TO DO = Start to finish, return the listing exactly as written.

SUPPLIED DATA =
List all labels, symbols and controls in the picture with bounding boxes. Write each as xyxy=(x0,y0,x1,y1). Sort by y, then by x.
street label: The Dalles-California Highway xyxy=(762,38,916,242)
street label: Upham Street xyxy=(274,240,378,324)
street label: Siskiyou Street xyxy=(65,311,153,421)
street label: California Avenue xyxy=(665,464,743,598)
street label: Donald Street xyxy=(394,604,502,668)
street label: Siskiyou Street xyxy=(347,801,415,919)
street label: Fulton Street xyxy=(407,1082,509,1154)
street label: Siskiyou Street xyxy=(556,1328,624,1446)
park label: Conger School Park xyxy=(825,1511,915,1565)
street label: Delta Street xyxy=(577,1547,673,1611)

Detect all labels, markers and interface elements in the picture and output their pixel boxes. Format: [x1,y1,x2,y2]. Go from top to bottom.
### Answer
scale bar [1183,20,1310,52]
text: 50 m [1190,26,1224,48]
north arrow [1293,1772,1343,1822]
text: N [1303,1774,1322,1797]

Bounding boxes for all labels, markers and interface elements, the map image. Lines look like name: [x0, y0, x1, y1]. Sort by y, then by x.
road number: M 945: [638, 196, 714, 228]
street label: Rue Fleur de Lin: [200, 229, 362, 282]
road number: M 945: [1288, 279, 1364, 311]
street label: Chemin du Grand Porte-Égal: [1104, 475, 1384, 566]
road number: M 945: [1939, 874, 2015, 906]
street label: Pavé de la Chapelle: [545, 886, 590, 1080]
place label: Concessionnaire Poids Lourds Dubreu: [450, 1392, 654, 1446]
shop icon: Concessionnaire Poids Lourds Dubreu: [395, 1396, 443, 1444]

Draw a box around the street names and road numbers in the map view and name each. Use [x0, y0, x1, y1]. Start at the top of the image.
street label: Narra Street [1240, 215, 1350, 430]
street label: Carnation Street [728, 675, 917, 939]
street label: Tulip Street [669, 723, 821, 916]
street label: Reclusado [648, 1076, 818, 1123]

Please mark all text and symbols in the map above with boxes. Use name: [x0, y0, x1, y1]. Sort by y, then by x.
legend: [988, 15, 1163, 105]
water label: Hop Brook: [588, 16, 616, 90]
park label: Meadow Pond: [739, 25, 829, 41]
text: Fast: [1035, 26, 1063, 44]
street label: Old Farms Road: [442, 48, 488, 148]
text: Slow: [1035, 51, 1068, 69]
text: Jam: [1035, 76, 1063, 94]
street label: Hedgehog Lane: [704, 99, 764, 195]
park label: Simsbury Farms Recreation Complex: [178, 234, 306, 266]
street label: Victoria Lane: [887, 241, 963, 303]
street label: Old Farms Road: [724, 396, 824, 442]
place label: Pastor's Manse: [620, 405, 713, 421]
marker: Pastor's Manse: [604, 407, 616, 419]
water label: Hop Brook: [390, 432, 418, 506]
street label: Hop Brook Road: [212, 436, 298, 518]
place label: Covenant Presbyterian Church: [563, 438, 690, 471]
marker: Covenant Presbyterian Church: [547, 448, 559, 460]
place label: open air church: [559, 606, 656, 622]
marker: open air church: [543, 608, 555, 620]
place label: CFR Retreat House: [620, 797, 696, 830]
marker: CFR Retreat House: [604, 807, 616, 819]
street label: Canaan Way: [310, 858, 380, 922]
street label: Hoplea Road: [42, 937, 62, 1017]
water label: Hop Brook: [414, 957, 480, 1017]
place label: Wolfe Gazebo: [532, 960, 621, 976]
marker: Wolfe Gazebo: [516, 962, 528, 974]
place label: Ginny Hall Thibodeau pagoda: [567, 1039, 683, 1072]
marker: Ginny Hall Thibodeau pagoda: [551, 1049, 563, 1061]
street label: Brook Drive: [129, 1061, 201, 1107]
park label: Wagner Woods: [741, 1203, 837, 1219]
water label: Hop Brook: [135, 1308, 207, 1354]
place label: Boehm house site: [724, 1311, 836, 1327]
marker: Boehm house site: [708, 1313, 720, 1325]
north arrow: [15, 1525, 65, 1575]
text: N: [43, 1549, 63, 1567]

OUTPUT OF THE TASK =
List all labels, symbols and controls in the picture with bounding boxes. Write each as xyxy=(x0,y0,x1,y1). Sort by y, then by x.
street label: The Dalles-California Highway xyxy=(762,38,916,242)
street label: Upham Street xyxy=(274,240,378,324)
street label: Siskiyou Street xyxy=(65,311,153,421)
street label: California Avenue xyxy=(665,464,743,598)
street label: Donald Street xyxy=(394,604,502,668)
street label: Siskiyou Street xyxy=(347,801,415,919)
street label: Fulton Street xyxy=(407,1082,509,1154)
street label: Siskiyou Street xyxy=(556,1328,624,1446)
park label: Conger School Park xyxy=(825,1511,915,1565)
street label: Delta Street xyxy=(577,1547,673,1611)

Detect all labels, markers and interface elements in the picture and output their pixel boxes. Format: [x1,y1,x2,y2]. Go from top to bottom.
### Answer
scale bar [1183,20,1310,52]
text: 50 m [1190,26,1224,48]
north arrow [1293,1772,1343,1822]
text: N [1303,1774,1322,1797]

Bounding boxes for all labels, markers and interface elements, the map image. Lines look like name: [x0, y0, x1, y1]. Sort by y, then by x.
road number: M 945: [638, 196, 714, 228]
street label: Rue Fleur de Lin: [200, 229, 362, 282]
road number: M 945: [1288, 279, 1364, 311]
street label: Chemin du Grand Porte-Égal: [1104, 475, 1384, 566]
road number: M 945: [1939, 874, 2015, 906]
street label: Pavé de la Chapelle: [545, 886, 590, 1080]
place label: Concessionnaire Poids Lourds Dubreu: [450, 1392, 654, 1446]
shop icon: Concessionnaire Poids Lourds Dubreu: [395, 1396, 443, 1444]

Draw a box around the street names and road numbers in the map view and name each. Use [x0, y0, x1, y1]. Start at the top of the image.
street label: Narra Street [1240, 215, 1350, 430]
street label: Carnation Street [728, 675, 917, 939]
street label: Tulip Street [669, 723, 821, 916]
street label: Reclusado [648, 1076, 818, 1123]

Please mark all text and symbols in the map above with boxes. Use name: [x0, y0, x1, y1]. Sort by y, then by x.
legend: [988, 15, 1163, 105]
water label: Hop Brook: [588, 16, 616, 90]
park label: Meadow Pond: [739, 25, 829, 41]
text: Fast: [1035, 26, 1063, 44]
street label: Old Farms Road: [442, 48, 488, 148]
text: Slow: [1035, 51, 1068, 69]
text: Jam: [1035, 76, 1063, 94]
street label: Hedgehog Lane: [704, 99, 764, 195]
park label: Simsbury Farms Recreation Complex: [178, 234, 306, 266]
street label: Victoria Lane: [887, 241, 963, 303]
street label: Old Farms Road: [724, 396, 824, 442]
place label: Pastor's Manse: [620, 405, 713, 421]
marker: Pastor's Manse: [604, 407, 616, 419]
water label: Hop Brook: [390, 432, 418, 506]
street label: Hop Brook Road: [212, 436, 298, 518]
place label: Covenant Presbyterian Church: [563, 438, 690, 471]
marker: Covenant Presbyterian Church: [547, 448, 559, 460]
place label: open air church: [559, 606, 656, 622]
marker: open air church: [543, 608, 555, 620]
place label: CFR Retreat House: [620, 797, 696, 830]
marker: CFR Retreat House: [604, 807, 616, 819]
street label: Canaan Way: [310, 858, 380, 922]
street label: Hoplea Road: [42, 937, 62, 1017]
water label: Hop Brook: [414, 957, 480, 1017]
place label: Wolfe Gazebo: [532, 960, 621, 976]
marker: Wolfe Gazebo: [516, 962, 528, 974]
place label: Ginny Hall Thibodeau pagoda: [567, 1039, 683, 1072]
marker: Ginny Hall Thibodeau pagoda: [551, 1049, 563, 1061]
street label: Brook Drive: [129, 1061, 201, 1107]
park label: Wagner Woods: [741, 1203, 837, 1219]
water label: Hop Brook: [135, 1308, 207, 1354]
place label: Boehm house site: [724, 1311, 836, 1327]
marker: Boehm house site: [708, 1313, 720, 1325]
north arrow: [15, 1525, 65, 1575]
text: N: [43, 1549, 63, 1567]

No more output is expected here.